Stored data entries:
* * *

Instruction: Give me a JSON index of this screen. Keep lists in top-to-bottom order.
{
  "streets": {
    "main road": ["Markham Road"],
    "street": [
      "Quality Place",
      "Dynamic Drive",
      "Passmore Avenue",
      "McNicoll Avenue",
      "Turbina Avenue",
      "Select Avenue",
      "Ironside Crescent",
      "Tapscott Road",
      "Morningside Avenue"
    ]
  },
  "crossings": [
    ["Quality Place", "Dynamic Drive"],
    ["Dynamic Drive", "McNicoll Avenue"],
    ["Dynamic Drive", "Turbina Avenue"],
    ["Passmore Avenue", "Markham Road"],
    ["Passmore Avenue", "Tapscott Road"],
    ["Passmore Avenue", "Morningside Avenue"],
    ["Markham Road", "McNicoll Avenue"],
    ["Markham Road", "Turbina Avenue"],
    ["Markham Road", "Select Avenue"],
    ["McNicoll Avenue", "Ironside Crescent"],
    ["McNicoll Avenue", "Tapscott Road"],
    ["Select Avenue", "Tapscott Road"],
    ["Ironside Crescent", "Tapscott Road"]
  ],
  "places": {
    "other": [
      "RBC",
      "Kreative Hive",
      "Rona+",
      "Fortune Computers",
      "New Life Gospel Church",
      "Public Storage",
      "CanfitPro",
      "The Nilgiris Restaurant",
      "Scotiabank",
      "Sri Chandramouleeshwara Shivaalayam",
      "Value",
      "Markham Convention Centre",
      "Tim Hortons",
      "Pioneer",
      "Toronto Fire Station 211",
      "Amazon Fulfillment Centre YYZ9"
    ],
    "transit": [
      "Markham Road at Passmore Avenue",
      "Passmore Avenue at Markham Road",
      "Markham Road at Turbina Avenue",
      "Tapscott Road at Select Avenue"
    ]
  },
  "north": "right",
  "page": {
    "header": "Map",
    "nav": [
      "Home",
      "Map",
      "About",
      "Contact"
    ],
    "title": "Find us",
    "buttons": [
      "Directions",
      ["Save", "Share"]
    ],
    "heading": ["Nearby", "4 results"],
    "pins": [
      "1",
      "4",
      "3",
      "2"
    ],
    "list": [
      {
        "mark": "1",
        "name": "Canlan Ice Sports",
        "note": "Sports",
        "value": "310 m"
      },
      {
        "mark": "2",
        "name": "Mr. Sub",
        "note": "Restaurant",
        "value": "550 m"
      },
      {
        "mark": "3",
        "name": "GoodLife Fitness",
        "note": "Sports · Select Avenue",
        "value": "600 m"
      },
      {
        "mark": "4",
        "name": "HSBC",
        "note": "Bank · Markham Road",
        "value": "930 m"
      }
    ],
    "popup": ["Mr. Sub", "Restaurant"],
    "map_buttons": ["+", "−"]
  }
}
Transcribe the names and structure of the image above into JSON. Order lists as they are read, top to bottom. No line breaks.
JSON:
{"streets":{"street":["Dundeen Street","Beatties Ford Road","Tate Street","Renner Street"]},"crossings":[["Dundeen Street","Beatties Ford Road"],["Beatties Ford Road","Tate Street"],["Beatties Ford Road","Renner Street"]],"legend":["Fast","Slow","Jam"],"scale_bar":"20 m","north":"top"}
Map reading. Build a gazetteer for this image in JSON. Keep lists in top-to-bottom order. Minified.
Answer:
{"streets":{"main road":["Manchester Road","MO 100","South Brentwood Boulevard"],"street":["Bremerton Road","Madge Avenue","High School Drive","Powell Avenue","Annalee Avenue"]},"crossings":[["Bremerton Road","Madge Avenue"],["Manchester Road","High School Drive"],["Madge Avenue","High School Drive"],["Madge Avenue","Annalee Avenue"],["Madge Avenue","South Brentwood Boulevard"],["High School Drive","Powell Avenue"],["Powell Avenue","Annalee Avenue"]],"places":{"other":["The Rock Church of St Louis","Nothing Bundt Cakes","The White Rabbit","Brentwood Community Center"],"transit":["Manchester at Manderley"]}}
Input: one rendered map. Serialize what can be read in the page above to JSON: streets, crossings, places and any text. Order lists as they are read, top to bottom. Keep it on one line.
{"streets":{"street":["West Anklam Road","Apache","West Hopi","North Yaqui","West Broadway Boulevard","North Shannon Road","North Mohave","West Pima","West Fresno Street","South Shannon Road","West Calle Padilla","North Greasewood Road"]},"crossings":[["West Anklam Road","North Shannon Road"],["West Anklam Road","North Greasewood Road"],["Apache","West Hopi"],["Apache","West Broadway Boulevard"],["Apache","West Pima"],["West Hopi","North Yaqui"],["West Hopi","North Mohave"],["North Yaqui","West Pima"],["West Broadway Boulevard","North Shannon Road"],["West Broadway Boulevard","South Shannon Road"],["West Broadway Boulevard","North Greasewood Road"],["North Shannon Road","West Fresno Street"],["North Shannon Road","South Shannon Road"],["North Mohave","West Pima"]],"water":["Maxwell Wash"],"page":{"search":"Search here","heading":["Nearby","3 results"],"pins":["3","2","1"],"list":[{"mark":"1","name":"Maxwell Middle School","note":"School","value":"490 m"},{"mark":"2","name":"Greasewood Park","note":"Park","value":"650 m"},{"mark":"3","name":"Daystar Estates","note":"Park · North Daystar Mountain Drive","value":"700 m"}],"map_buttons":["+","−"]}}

* * *

▶ Task prompt
Where a line of the entries contains the word "above", copy that line.

▶ Solution to this exercise
Transcribe the names and structure of the image above into JSON. Order lists as they are read, top to bottom. No line breaks.
Input: one rendered map. Serialize what can be read in the page above to JSON: streets, crossings, places and any text. Order lists as they are read, top to bottom. Keep it on one line.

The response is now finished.